What you are asked to do
Exactly as written, set down each line of the data below except its pictures.

Collected data
----
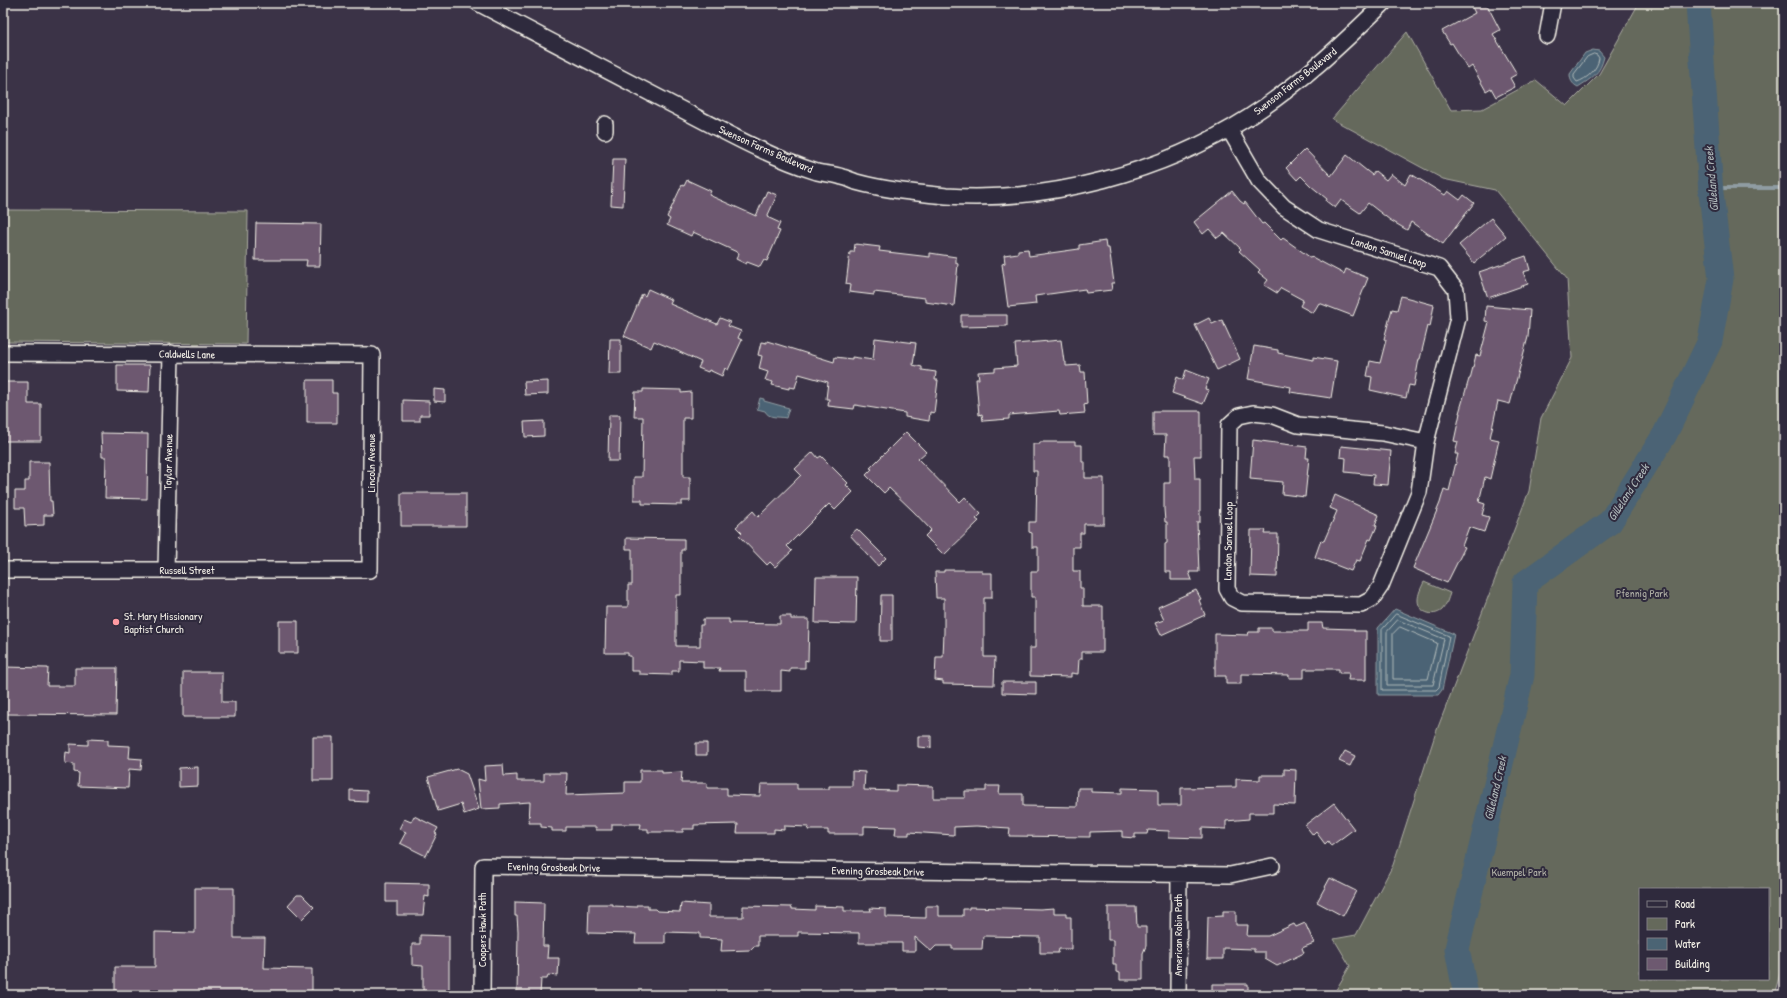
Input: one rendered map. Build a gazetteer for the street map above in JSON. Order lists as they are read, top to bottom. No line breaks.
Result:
{"streets":{"street":["Swenson Farms Boulevard","Landon Samuel Loop","Caldwells Lane","Taylor Avenue","Lincoln Avenue","Russell Street","Evening Grosbeak Drive","Coopers Hawk Path","American Robin Path"]},"crossings":[["Swenson Farms Boulevard","Landon Samuel Loop"],["Caldwells Lane","Taylor Avenue"],["Caldwells Lane","Lincoln Avenue"],["Taylor Avenue","Russell Street"],["Lincoln Avenue","Russell Street"],["Evening Grosbeak Drive","Coopers Hawk Path"],["Evening Grosbeak Drive","American Robin Path"]],"water":["Gilleland Creek"],"parks":["Pfennig Park","Kuempel Park"],"places":["St. Mary Missionary Baptist Church"],"legend":["Road","Park","Water","Building"]}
----
The answer
Input: one rendered map. Build a gazetteer for the street map above in JSON. Order lists as they are read, top to bottom. No line breaks.
Result:
{"streets":{"street":["Swenson Farms Boulevard","Landon Samuel Loop","Caldwells Lane","Taylor Avenue","Lincoln Avenue","Russell Street","Evening Grosbeak Drive","Coopers Hawk Path","American Robin Path"]},"crossings":[["Swenson Farms Boulevard","Landon Samuel Loop"],["Caldwells Lane","Taylor Avenue"],["Caldwells Lane","Lincoln Avenue"],["Taylor Avenue","Russell Street"],["Lincoln Avenue","Russell Street"],["Evening Grosbeak Drive","Coopers Hawk Path"],["Evening Grosbeak Drive","American Robin Path"]],"water":["Gilleland Creek"],"parks":["Pfennig Park","Kuempel Park"],"places":["St. Mary Missionary Baptist Church"],"legend":["Road","Park","Water","Building"]}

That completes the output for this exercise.